Department of Medical Sciences, Shahrood Branch, Islamic Azad University , Shahrood, Iran.
Biological Nanoparticles in Medicine Research Center, Shahrood Branch, Islamic Azad University , Shahrood, Iran.
Naunyn Schmiedebergs Arch Pharmacol. 2020 May;393(5):867-878. doi: 10.1007/s00210-019-01796-y. Epub 2020 Jan 3.
This research for the first time presents the possibility of crossing the biologically produced SNPs through the placenta to different organs of rat offspring. SNPs were produced using Fusarium oxysporum. After adding 1 mmol final concentration of silver nitrate solution to the culture supernatant and 5 min heating, SNPs were produced, and their production was proved using visible spectrum, transmission electron microscope (TEM), and X-ray diffraction (XRD) analyses. SNPs were washed, and their concentration determined using inductively coupled plasma (ICP) instrument. SNPs were used for 3-(4,5-dimethylthiazol-2-yl)-2,5-diphenyltetrazolium bromide (MTT) assay, and after determination of their half maximal inhibitory concentration (IC) dose, their toxic and nontoxic doses were determined and used for in vivo studies. A total of 24 female rats, after detection of their vaginal plugs, were divided into 3 groups each having 8 members. A control group was treated with normal saline. The other two groups were treated by toxic and nontoxic doses of SNPs, respectively. After delivery and breastfeeding, the pups were scarified, and their organs were collected and analyzed using histological examinations. Results showed that SNPs had a maximum absorbance peak around 450 nm, with polygonal and round shapes. XRD results confirmed the presence of SNPs. The concentration of the SNPs after washing was 19 ppm/mL based on the ICP results. MTT assay results showed that SNPs had a dose-dependent toxic effect. Histopathological examination results showed that SNPs could pass through the placenta; both their nontoxic and toxic doses induced somehow mild alternations in the liver, kidney, testis, and ovary and had no effects on the brains of the rat offspring. In conclusions, the use of the biologically produced SNPs should be limited during pregnancy and breastfeeding.

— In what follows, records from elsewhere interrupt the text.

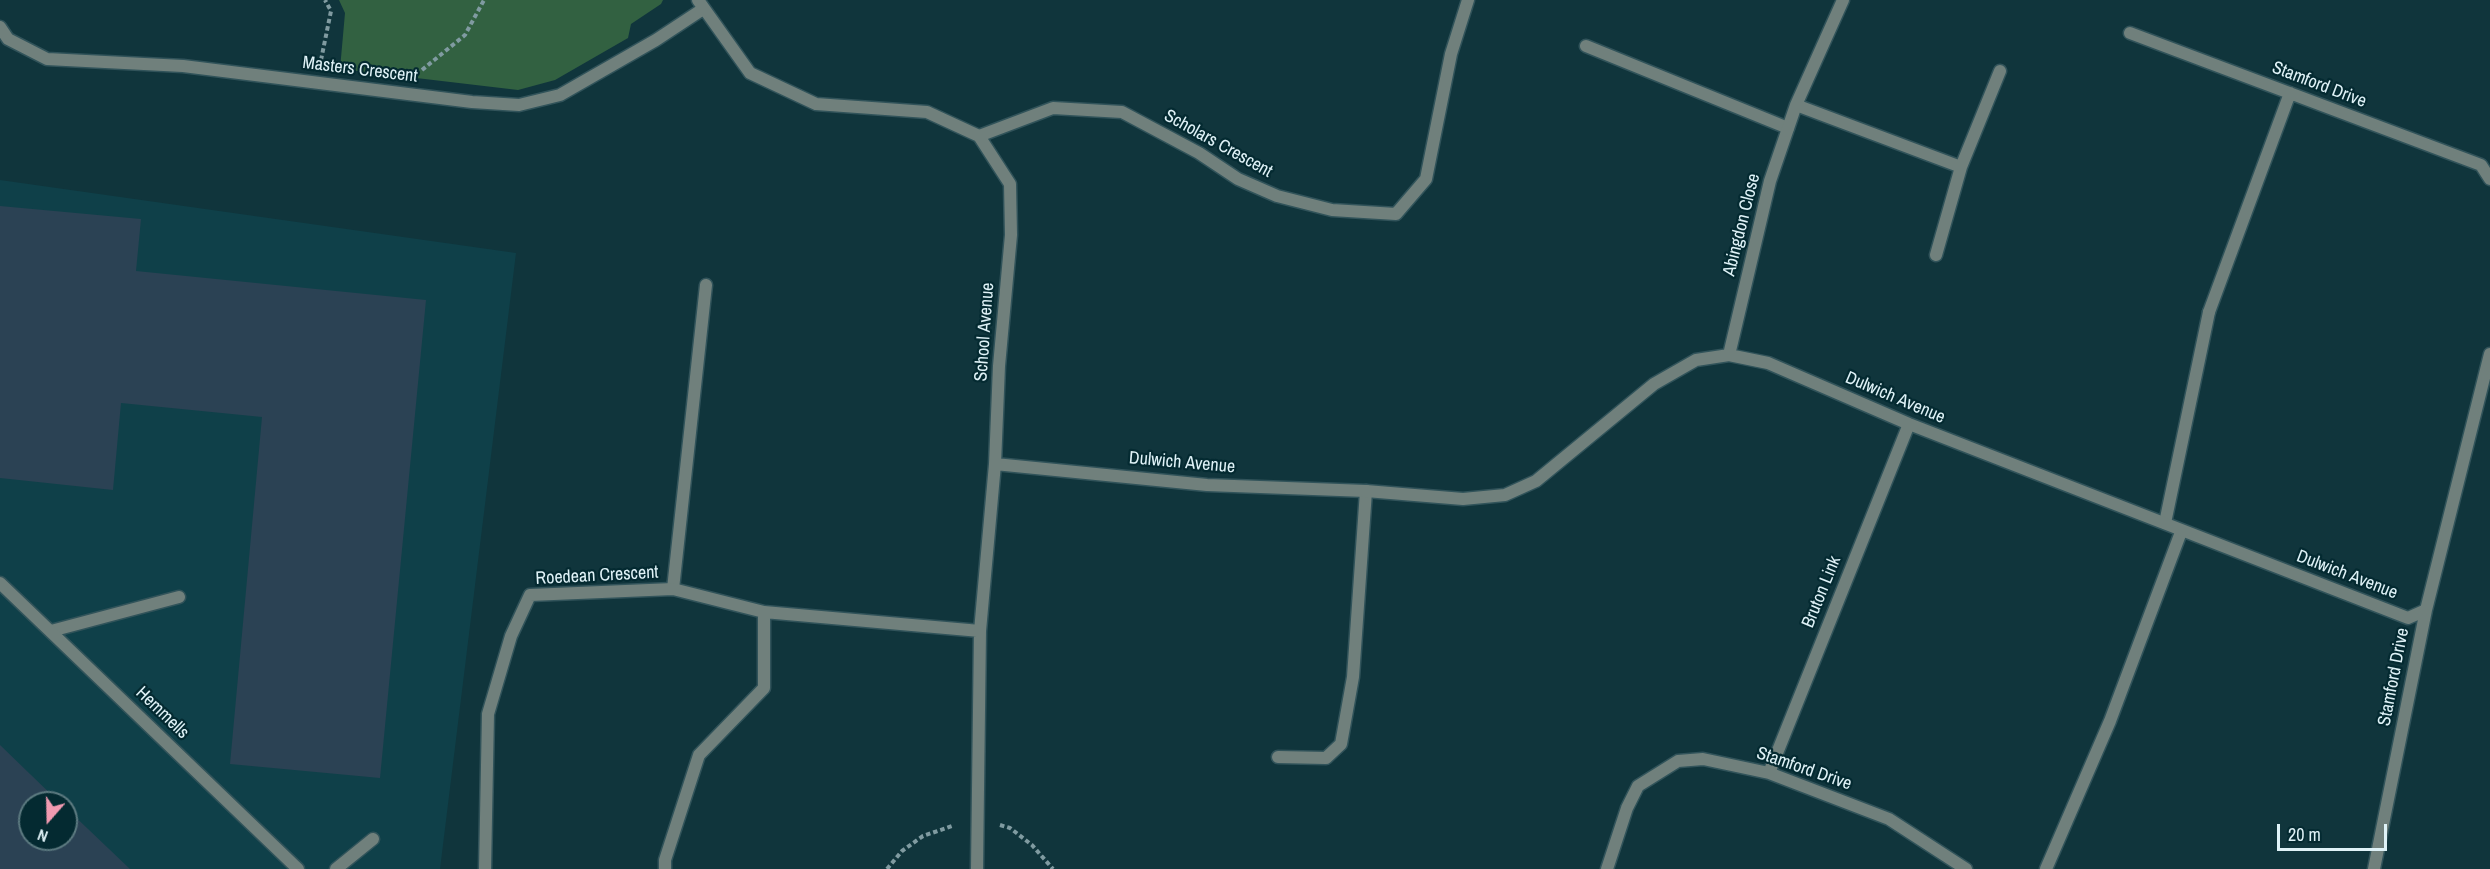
<!DOCTYPE html>
<style>
body{margin:0}
#map{position:relative;width:2490px;height:869px;overflow:hidden;background:#10353c;font-family:"Archivo Narrow",sans-serif}
canvas{display:block}
.north{position:absolute;left:18px;top:791px;width:60px;height:60px;box-sizing:border-box;background:#042a31;border:2px solid #5c7a80;border-radius:50%;rotate:200deg;font-size:16px;font-weight:700;line-height:24px;text-align:center;color:#dff2f7}
.north::after{content:'';display:block;margin:auto;width:21px;height:27px;background:#f19ab1;clip-path:polygon(50% 0,100% 100%,50% 72%,0 100%)}
.scale{position:absolute;left:2277px;top:824px;width:110px;height:27px;box-sizing:border-box;border:3px solid #dff2f7;border-top:0;padding-left:8px;font-size:18px;line-height:21px;white-space:nowrap;color:#dff2f7;-webkit-text-stroke:4px #042a31;paint-order:stroke}
</style>
<div id="map">
<canvas width="2490" height="869"></canvas>
<div class="north">N</div>
<div class="scale">20 m</div>
</div>
<script>
const ctx = document.querySelector('canvas').getContext('2d');
ctx.lineJoin = 'round';
function fillPath(path, color) { ctx.fillStyle = color; ctx.fill(path, 'evenodd'); }
const shape = rows => new Path2D(rows.map(r => 'M' + r).join(''));
function trace(path, color, width, dash) { ctx.strokeStyle = color; ctx.lineWidth = width; ctx.lineCap = dash ? 'butt' : 'round'; ctx.setLineDash(dash || []); ctx.stroke(path); }
function drawText(font, color, halo, rows, align = 'center') {
  ctx.font = font + ' "Archivo Narrow",sans-serif'; ctx.lineWidth = 4.5; ctx.setLineDash([]); ctx.textBaseline = 'middle'; ctx.strokeStyle = halo; ctx.fillStyle = color; for (const [text, x, y, turn = 0] of rows) {
    ctx.save(); ctx.translate(x, y); ctx.rotate((+turn || 0) * Math.PI / 180); ctx.textAlign = isNaN(turn) ? turn : align; if (halo) ctx.strokeText(text, 0, 0); ctx.fillText(text, 0, 0); ctx.restore();
  }
}
fillPath(shape([
 [0,180,516,253,440,869,0,869],
 [30,803,66,803,66,839,30,839]
]), '#0f4049');
fillPath(shape([
 [339,0,663,0,661,4,631,24,628,38,555,80,518,90,340,69,345,13]
]), '#326141');
fillPath(shape([
 [0,206,141,219,136,271,426,300,380,778,230,764,262,417,121,403,113,490,0,478],
 [0,745,60,803,30,803,30,839,66,839,66,808,130,869,0,869]
]), '#2b4254');
const lane = shape([
 [1586,46,1788,128],
 [2165,523,2209,312],
 [673,589,706,285],
 [51,631,179,597],
 [1278,757,1326,758,1341,744,1353,677,1366,491],
 [2046,869,2110,721,2181,532]
]);
const street = shape([
 [698,0,750,73,816,104,927,112,979,136,1010,184,1011,235,999,366,995,464,980,631,977,869],
 [0,27,8,39,47,59,183,66,472,102,519,105,560,95,656,40,703,9],
 [2130,33,2481,165,2490,179],
 [1796,105,1961,167],
 [979,136,1053,108,1122,112,1199,153,1238,179,1277,196,1332,210,1396,214,1426,179,1451,54,1468,0],
 [1936,255,1961,167,2000,71],
 [2209,312,2290,93],
 [1729,355,1770,181,1796,105,1843,0],
 [995,464,1207,485,1366,491,1463,499,1505,495,1536,481,1654,384,1696,360,1729,355,1768,363,1909,424,2408,618,2426,610],
 [0,583,298,869],
 [1769,773,1909,424],
 [336,869,373,839],
 [485,869,488,714,511,636,530,595,673,589,764,612,980,631],
 [665,869,665,860,699,755,764,688,764,612],
 [1607,869,1627,808,1638,786,1678,761,1703,759,1769,773,1889,819,1966,869],
 [2374,869,2426,610,2490,354]
]);
trace(lane, '#31535a', 15);
trace(street, '#31535a', 15);
trace(shape([
 [321,60,331,11,325,0],
 [422,70,465,35,484,0],
 [1000,825,1010,828,1032,845,1053,869],
 [887,869,902,851,923,836,952,826]
]), '#809ba1', 4, [4.5, 3]);
trace(lane, '#70807c', 12);
trace(street, '#70807c', 12);
drawText('18px', '#dff2f7', '#042a31', [
 ["Masters Crescent",360,70,7],
 ["Stamford Drive",2319,85,21],
 ["Scholars Crescent",1218,144,29],
 ["Abingdon Close",1742,225,-76],
 ["School Avenue",985,332,-86],
 ["Dulwich Avenue",1895,398,23],
 ["Dulwich Avenue",1182,463,5],
 ["Dulwich Avenue",2347,575,21],
 ["Roedean Crescent",597,576,-3],
 ["Bruton Link",1822,592,-68],
 ["Stamford Drive",2394,677,-79],
 ["Hemmells",162,713,44],
 ["Stamford Drive",1804,769,19]
]);
</script>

这项研究首次提出了通过胎盘将生物产生的单核苷酸多态性(SNP)转移到大鼠后代不同器官的可能性。SNP 是使用尖孢镰刀菌产生的。在培养上清液中加入终浓度为 1mmol 的硝酸银溶液并加热 5 分钟后,产生了 SNP,并通过可见光谱、透射电子显微镜(TEM)和 X 射线衍射(XRD)分析证明了其产生。对 SNP 进行了洗涤,并使用电感耦合等离子体(ICP)仪器测定了其浓度。使用 SNP 进行 3-(4,5-二甲基噻唑-2-基)-2,5-二苯基四氮唑溴盐(MTT)测定,确定其半最大抑制浓度(IC)剂量后,确定其毒性和无毒剂量,并用于体内研究。总共 24 只雌性大鼠在检测到阴道栓后分为每组 8 只的 3 组。对照组用生理盐水处理。另外两组分别用 SNP 的毒性和无毒剂量处理。分娩和哺乳后,对幼鼠进行安乐死,并收集其器官进行组织学检查。结果表明,SNP 的最大吸收峰在 450nm 左右,呈多边形和圆形。XRD 结果证实了 SNP 的存在。根据 ICP 结果,洗涤后 SNP 的浓度为 19ppm/mL。MTT 测定结果表明,SNP 具有剂量依赖性的毒性作用。组织病理学检查结果表明,SNP 可以通过胎盘;其无毒和有毒剂量都会在一定程度上引起肝脏、肾脏、睾丸和卵巢的轻微改变,但对大鼠后代的大脑没有影响。总之,在妊娠和哺乳期应限制使用生物产生的 SNP。